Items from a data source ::
-----

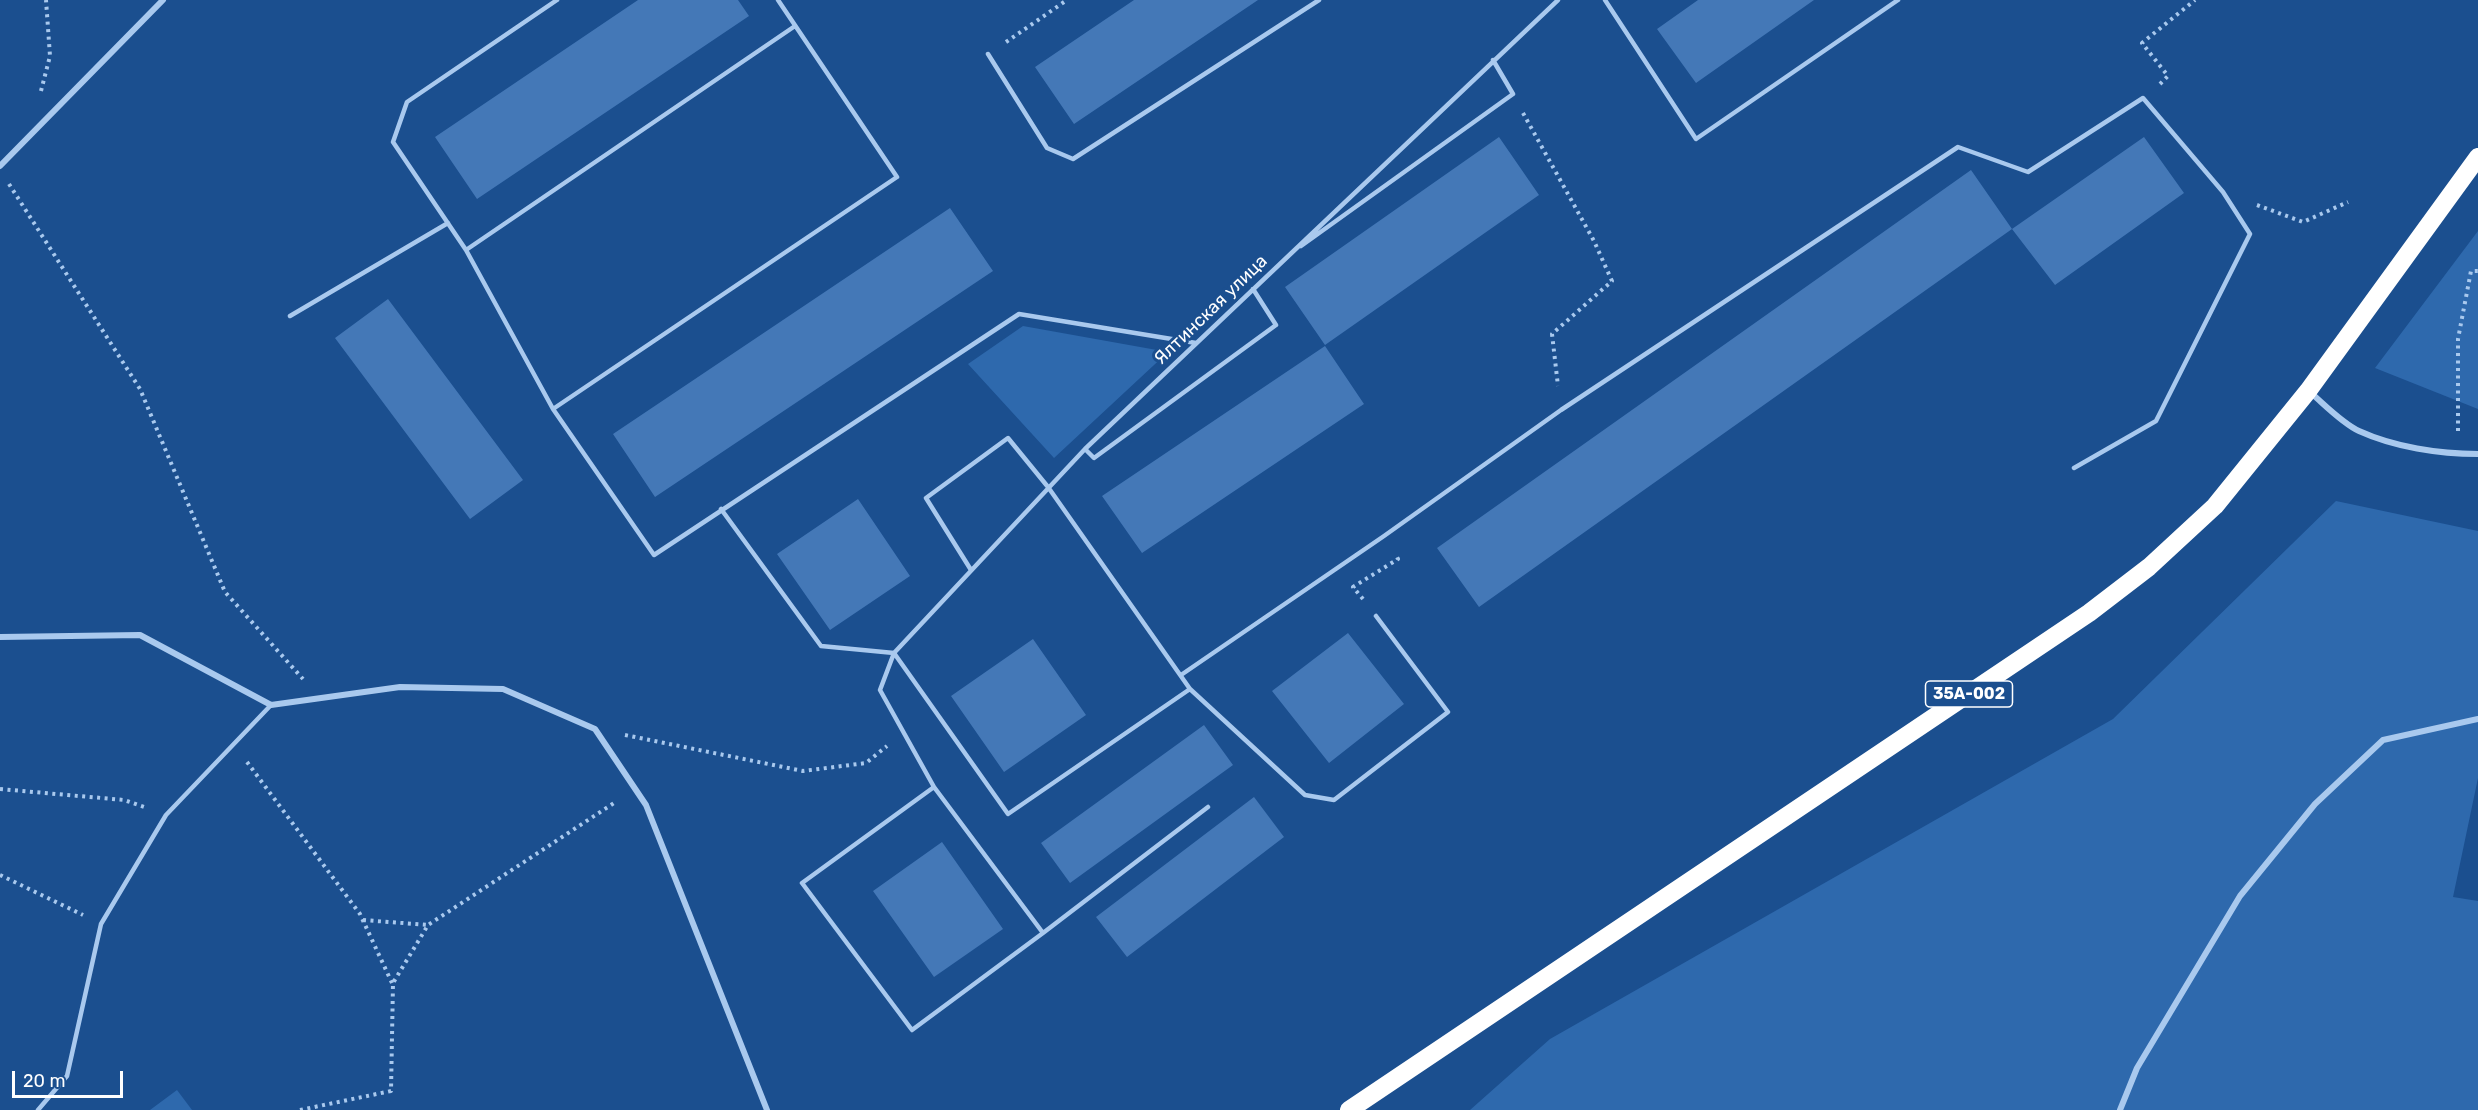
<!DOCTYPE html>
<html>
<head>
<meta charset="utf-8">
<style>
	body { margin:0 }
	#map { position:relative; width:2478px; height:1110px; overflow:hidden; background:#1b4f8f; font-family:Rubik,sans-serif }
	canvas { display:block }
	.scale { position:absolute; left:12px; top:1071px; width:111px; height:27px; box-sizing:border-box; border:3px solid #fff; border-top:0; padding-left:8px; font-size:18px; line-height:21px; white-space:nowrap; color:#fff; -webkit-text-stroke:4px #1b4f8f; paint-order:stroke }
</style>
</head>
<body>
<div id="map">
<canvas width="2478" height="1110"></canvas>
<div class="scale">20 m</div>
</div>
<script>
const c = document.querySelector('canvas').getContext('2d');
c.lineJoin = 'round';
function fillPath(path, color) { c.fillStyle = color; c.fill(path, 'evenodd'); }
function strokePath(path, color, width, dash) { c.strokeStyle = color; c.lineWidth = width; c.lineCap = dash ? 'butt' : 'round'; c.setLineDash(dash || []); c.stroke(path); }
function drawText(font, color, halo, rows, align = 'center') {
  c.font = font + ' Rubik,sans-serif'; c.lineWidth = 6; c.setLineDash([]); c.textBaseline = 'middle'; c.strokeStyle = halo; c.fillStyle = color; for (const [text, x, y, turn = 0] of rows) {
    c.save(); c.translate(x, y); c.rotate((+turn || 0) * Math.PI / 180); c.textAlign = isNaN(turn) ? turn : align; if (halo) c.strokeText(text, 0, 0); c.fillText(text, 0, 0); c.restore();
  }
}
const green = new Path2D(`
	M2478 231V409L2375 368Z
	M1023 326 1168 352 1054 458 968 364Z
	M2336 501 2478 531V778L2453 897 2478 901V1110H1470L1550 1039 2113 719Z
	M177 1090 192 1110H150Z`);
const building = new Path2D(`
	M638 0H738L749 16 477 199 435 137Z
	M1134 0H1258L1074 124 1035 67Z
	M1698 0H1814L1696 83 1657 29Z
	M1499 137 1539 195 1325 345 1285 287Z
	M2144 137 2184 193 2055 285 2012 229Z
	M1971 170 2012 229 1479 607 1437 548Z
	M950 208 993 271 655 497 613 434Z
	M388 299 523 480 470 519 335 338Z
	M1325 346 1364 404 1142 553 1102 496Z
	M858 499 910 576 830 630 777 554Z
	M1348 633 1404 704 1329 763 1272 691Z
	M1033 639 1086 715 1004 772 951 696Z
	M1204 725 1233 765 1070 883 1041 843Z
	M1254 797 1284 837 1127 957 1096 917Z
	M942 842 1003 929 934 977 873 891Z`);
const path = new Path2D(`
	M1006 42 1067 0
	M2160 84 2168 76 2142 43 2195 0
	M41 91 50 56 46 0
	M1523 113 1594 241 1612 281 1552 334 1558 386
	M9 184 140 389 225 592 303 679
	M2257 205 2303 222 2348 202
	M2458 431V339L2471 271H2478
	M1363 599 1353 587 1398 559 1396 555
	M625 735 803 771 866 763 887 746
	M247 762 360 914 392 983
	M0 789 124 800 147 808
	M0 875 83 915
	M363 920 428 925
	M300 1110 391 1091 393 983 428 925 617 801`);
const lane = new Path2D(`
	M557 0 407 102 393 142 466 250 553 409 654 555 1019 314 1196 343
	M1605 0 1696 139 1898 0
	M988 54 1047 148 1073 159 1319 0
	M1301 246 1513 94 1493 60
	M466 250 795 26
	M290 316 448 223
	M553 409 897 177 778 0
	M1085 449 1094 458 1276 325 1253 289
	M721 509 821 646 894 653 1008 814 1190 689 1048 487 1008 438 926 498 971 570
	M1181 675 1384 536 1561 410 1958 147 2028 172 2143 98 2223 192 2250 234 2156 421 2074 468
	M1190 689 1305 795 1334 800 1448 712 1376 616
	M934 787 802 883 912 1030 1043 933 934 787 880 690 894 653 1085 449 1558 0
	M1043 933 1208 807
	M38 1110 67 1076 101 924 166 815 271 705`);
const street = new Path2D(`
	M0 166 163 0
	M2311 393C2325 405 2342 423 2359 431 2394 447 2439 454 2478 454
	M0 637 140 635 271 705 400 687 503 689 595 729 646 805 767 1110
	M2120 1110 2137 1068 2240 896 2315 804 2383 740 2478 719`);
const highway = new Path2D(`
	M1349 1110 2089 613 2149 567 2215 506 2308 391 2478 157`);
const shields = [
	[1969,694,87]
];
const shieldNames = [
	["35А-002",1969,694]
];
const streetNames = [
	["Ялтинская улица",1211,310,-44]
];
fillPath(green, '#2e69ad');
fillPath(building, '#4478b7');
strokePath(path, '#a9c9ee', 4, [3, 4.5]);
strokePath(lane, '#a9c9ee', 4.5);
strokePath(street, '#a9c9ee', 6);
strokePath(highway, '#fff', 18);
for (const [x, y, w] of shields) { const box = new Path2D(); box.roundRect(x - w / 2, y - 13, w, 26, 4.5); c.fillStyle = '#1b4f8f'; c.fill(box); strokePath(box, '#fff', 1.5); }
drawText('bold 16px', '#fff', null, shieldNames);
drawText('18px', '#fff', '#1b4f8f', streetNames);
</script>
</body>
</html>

-----

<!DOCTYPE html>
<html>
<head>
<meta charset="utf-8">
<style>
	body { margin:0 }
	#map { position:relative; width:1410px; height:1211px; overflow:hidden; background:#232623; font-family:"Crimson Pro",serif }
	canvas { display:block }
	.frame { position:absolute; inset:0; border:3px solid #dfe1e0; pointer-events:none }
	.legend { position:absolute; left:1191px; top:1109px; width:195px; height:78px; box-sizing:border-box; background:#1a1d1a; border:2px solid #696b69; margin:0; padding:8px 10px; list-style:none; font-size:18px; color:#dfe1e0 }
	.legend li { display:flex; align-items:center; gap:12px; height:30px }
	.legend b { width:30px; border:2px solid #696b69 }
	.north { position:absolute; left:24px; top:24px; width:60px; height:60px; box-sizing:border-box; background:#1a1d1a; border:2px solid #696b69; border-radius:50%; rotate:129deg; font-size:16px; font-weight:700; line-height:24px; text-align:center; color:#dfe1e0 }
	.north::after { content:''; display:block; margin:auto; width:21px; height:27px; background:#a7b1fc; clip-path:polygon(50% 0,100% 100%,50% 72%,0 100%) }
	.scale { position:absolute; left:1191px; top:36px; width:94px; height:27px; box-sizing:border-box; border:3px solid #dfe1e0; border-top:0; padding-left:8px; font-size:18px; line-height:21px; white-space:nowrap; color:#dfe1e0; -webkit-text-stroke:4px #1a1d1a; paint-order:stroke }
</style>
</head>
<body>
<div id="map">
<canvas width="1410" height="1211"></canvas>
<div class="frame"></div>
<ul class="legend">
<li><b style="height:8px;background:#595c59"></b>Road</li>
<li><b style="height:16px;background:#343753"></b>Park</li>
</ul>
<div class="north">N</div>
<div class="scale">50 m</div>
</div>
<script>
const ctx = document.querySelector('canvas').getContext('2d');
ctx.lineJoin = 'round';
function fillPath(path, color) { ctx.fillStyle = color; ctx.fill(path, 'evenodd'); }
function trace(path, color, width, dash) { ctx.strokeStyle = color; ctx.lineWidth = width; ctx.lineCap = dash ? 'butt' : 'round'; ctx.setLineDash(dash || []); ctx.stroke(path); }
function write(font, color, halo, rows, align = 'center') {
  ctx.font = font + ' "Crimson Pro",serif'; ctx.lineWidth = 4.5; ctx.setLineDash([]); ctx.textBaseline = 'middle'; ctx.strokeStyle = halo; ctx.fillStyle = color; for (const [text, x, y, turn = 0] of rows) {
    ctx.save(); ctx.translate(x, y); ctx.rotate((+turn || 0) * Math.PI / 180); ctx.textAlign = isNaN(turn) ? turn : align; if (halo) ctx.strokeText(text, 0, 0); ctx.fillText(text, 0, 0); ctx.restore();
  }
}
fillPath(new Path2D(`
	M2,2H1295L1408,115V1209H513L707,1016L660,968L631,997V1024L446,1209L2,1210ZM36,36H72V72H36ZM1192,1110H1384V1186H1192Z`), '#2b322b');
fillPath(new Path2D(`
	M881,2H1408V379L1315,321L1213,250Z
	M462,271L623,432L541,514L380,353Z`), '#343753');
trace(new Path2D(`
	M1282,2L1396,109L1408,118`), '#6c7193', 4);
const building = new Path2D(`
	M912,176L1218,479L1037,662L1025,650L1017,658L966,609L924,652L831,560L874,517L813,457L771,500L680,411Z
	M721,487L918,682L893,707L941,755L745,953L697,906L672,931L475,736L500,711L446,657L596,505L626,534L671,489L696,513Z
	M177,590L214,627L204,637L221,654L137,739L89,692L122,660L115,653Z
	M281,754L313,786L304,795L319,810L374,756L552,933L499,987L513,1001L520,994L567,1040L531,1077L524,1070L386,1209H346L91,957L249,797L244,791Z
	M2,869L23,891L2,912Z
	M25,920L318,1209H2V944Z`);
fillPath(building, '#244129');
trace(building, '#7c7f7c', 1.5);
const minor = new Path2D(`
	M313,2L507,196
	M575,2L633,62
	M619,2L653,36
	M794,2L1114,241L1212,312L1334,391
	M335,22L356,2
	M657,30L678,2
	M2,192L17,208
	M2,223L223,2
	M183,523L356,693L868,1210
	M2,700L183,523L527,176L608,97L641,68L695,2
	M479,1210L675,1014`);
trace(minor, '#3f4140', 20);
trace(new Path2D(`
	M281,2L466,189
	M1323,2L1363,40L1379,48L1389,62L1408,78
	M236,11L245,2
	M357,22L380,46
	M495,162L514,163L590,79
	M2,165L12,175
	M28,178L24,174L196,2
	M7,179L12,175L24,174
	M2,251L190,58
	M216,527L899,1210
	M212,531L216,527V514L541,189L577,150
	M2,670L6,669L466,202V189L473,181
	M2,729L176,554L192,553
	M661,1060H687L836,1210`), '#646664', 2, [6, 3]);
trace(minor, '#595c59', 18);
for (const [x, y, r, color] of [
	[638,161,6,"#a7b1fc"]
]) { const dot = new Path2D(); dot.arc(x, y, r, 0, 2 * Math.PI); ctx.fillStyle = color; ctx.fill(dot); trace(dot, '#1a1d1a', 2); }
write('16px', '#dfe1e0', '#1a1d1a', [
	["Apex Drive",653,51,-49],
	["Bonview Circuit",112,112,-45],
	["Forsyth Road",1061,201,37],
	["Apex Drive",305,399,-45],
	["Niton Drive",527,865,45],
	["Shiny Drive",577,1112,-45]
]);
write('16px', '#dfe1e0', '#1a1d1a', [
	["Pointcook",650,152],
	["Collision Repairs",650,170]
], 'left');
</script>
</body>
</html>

-----

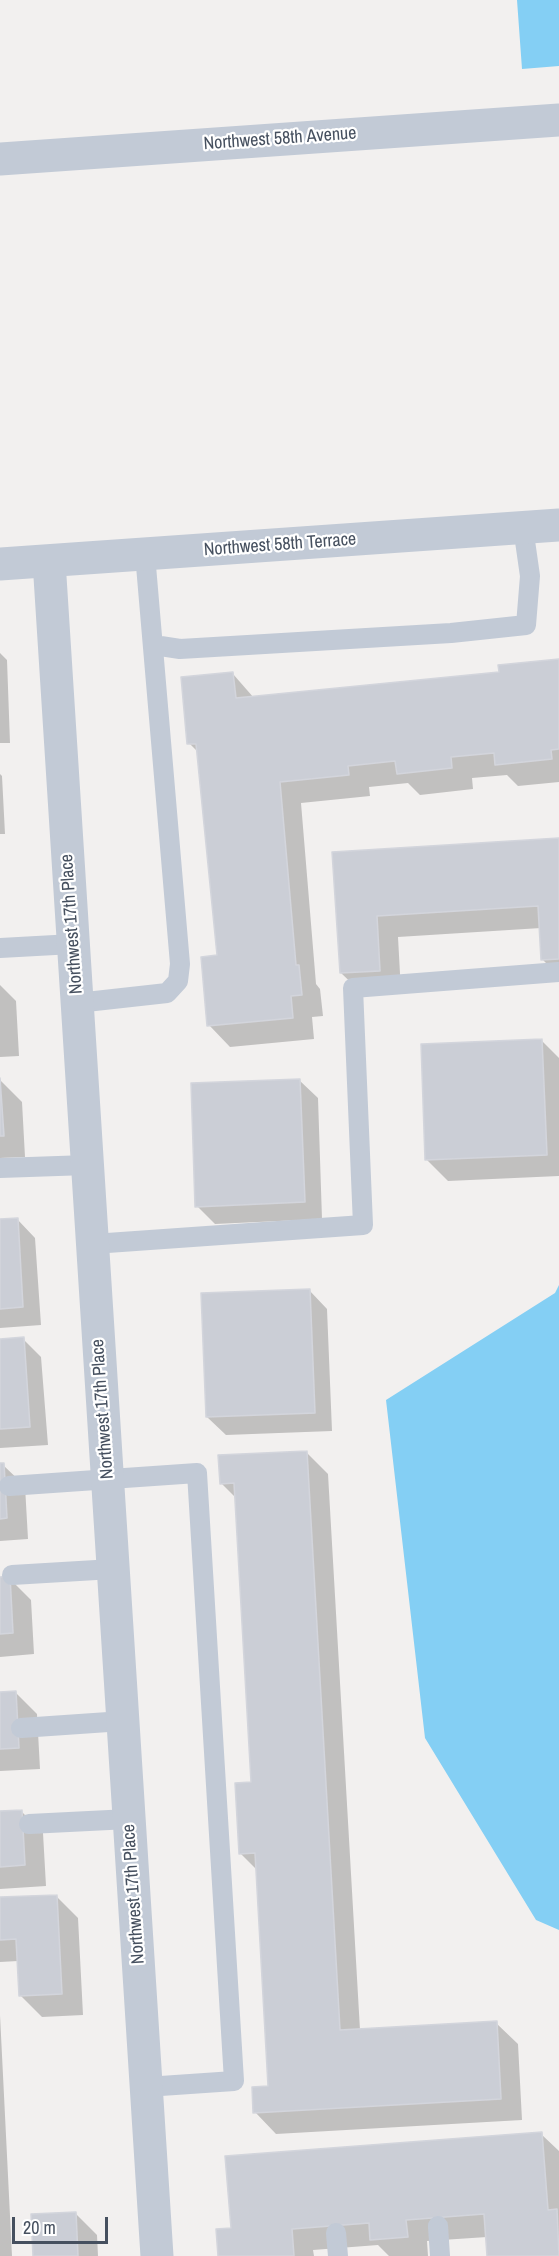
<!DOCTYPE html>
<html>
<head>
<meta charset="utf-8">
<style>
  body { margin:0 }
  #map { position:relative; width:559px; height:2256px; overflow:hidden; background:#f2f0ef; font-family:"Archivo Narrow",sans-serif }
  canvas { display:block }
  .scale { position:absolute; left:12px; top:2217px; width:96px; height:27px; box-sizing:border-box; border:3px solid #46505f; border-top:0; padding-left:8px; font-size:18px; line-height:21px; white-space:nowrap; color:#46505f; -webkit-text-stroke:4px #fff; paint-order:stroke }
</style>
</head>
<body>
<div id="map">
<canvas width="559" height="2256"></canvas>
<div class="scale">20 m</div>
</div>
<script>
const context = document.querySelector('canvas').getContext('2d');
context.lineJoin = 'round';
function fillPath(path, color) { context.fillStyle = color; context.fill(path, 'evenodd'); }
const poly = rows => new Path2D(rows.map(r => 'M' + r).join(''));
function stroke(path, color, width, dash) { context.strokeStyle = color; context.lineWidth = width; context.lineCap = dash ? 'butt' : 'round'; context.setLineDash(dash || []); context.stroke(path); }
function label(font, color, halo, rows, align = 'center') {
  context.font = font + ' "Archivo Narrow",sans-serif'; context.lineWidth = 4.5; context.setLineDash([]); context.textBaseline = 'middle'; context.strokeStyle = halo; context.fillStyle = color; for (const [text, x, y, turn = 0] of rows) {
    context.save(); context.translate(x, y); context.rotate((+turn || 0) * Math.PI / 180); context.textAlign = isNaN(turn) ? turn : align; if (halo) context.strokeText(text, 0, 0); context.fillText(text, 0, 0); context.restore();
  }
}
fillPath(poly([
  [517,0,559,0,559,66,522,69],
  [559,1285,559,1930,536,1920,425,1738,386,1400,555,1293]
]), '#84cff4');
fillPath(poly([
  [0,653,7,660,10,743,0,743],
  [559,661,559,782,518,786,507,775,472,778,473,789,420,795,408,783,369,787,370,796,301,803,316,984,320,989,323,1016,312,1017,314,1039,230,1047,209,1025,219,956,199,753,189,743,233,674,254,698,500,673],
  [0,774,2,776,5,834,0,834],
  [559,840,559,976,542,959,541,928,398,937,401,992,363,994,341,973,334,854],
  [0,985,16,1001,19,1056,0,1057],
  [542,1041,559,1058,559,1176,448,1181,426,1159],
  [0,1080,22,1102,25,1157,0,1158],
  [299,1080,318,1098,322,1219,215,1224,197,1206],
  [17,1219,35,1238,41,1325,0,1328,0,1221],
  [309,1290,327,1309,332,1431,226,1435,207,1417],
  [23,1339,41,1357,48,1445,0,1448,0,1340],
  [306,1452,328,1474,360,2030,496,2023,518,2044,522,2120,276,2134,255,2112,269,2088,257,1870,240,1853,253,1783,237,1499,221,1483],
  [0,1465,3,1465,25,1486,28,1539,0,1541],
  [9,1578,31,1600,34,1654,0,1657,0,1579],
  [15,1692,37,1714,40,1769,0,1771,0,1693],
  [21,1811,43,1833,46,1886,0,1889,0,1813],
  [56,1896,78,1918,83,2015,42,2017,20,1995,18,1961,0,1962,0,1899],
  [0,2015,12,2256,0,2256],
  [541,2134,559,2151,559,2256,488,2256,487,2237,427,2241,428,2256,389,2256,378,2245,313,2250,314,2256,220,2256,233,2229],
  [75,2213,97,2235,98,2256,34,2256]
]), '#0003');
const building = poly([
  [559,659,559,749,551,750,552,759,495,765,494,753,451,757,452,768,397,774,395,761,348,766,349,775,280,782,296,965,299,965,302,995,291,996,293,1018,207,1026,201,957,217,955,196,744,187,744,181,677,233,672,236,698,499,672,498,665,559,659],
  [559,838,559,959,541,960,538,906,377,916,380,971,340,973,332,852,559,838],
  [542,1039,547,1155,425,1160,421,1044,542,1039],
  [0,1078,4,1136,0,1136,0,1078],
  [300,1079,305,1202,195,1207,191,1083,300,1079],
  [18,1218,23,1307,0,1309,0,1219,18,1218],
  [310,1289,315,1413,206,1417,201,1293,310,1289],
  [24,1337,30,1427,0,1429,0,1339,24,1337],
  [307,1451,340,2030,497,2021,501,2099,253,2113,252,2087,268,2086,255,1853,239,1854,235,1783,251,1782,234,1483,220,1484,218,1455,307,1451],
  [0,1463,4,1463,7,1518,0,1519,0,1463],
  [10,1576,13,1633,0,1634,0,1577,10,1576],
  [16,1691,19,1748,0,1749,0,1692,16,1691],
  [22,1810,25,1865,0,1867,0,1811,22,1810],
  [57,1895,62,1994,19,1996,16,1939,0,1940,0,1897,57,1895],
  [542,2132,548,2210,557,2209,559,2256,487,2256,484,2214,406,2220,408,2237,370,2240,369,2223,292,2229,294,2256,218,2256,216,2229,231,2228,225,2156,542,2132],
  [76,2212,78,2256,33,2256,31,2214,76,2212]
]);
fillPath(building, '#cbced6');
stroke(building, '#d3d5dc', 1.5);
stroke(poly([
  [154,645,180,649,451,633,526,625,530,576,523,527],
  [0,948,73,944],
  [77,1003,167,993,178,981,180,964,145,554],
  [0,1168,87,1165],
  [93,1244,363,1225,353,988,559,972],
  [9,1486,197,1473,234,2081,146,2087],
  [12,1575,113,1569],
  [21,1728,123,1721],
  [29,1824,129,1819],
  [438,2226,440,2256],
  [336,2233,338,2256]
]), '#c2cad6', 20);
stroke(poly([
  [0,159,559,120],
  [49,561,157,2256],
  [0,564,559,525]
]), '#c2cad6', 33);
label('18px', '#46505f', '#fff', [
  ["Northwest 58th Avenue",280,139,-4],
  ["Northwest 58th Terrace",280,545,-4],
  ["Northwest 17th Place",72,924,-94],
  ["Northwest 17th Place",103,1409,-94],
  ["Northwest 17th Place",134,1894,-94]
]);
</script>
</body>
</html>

-----

Exercise directions :: Above are some lines. Repeat exactly, and only, those from the line that has "context.lineJoin = 'round';" through the line that has "const poly = rows".

Task result ::
context.lineJoin = 'round';
function fillPath(path, color) { context.fillStyle = color; context.fill(path, 'evenodd'); }
const poly = rows => new Path2D(rows.map(r => 'M' + r).join(''));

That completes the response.